Born in Fabens, Texas—a border town near El Paso—August 19, 1931, weighing one pound, sixteen ounces, he was not expected to live through the night.  Maude Harris, Shoemaker’s grandmother, put him on a pillow in a shoebox and set it on the open door of an oven to keep him warm.  Although he survived, Shoemaker was always small.  He rode his first horse at seven and, after his parents divorced, moved to El Monte, California with his father.  Shoemaker attended El Monte High School, where he boxed and was undefeated as an 80 pound wrestler before quitting school at 15 to work at a thoroughbred horse ranch.  He mucked out stalls, working with yearlings, gained a great understanding of horses and began hanging around Hollywood Park near Los Angeles.  Shoemaker served as an apprentice jockey under trainer George Reeves and raced for the first time on March 19, 1949, finishing fifth aboard Waxahachie at Golden Gate Park near Oakland.  One month later, the 17-year-old Shoemaker won his first race—aboard Shafter V—and went on to win 219 times in his first year, second-most in the U.S.

In 1950, Shoemaker won 388 races, tying the all-time record for single-season wins, set in 1906.  He rode nine races each weekday, 12 more on Sundays and was the top jockey in the U.S. by the time he was 20.  Shoemaker rode 1,600 races in 1953, setting a new single-season record by winning 485 times.  The following year, he set a winning percentage record of .304.  In 1955, “Shoe” guided Swaps to victory in the Kentucky Derby.  Two years later, he misjudged the finish line, standing up early and costing himself a second Derby win.  Shoemaker notched his 3,000th career win in 1958.  Three years later, he became one of four jockeys to win 4,000 races and surpassed the great Eddie Arcaro [Daily Dose, November 12] in career winnings with over $ 30 million.  Between 1958 and 1967, Shoemaker won nine Triple Crown races and surpassed John Longden’s all-time win record with his 6,033rd victory in September 1970.  It had taken Longden 40 years to establish his record—Shoemaker did it in 22.  After taking the Marlboro Cup aboard Spectacular Bid in 1979, “Shoe” became the first jockey to win a one-million dollar race when he directed John Henry to victory in the inaugural Arlington Million in 1981.  Shoemaker claimed his last Kentucky Derby in 1986 when, at age 54, he rode Ferdinand to victory against 18-to-1 odds.

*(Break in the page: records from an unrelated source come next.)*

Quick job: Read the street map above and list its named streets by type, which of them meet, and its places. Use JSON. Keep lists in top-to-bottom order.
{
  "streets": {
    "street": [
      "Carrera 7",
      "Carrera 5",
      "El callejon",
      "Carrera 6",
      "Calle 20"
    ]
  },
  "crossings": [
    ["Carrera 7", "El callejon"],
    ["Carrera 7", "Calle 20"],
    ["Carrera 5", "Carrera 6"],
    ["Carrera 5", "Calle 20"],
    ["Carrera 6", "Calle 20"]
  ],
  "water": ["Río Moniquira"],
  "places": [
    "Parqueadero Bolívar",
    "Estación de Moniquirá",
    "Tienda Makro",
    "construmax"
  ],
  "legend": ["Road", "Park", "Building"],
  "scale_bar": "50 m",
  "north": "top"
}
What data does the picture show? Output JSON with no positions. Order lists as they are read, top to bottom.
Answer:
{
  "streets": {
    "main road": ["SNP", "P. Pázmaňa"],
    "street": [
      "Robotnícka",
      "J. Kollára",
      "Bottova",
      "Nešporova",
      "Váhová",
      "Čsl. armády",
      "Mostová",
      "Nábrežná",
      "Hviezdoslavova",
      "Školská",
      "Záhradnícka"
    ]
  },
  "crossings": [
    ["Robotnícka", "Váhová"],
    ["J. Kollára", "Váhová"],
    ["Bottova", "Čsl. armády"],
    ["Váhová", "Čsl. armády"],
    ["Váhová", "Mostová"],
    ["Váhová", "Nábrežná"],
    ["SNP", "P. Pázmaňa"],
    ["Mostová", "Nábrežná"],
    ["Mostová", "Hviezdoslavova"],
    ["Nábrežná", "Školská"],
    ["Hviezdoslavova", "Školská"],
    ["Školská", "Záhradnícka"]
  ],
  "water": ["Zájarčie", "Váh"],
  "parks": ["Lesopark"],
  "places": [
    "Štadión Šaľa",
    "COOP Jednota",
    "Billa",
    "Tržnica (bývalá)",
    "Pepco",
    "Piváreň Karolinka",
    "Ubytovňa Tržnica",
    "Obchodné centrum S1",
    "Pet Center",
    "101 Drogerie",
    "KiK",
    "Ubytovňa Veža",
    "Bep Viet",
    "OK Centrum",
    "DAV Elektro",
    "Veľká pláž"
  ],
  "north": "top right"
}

Willie Shoemaker won 11 American Classics races in his 42 year career, including four Kentucky Derby and five Belmont Stakes victories.  He won his first Derby at age 23 and his last at 54.   “Silent Shoe” was a man of few words who used his smarts to win races.  At a time when most jockeys pulled hard on the reins and used the whip, Shoemaker was a quiet rider with gentle hands, leading Arcaro to say, “Willie takes such a light hold of a horse that he could probably ride with silk threads.”  The 4’11”, 96 pound jock rode six winners in one day six different times in his career, earned over $ 123 million and finished with 8,833 wins, including 1,009 stakes races.  Shoemaker rode 40,650 mounts and was the leading money winner in ten different seasons.  He rode Swaps, Northern Dancer, Ferdinand and Spectacular Bid but said Forego—whom he guided to victory in the 1976 Marlboro Cup over a muddy track at Belmont Park–was the best horse he ever rode.  Bill Shoemaker trained horses after his retirement and was paralyzed from the neck down following a single-car auto accident in 1991.  He won the Eclipse Award for outstanding jockey in 1981, the George Woolf Memorial Jockey Award in 1951 and was voted into the National Museum of Racing and Hall of Fame in 1958.  Mr. Shoemaker died in October, 2003 at age 72.

On this date in 1990, William Lee Shoemaker retired after finishing fourth aboard Patchy Groundfog before over 64,500 spectators at Santa Anita Park.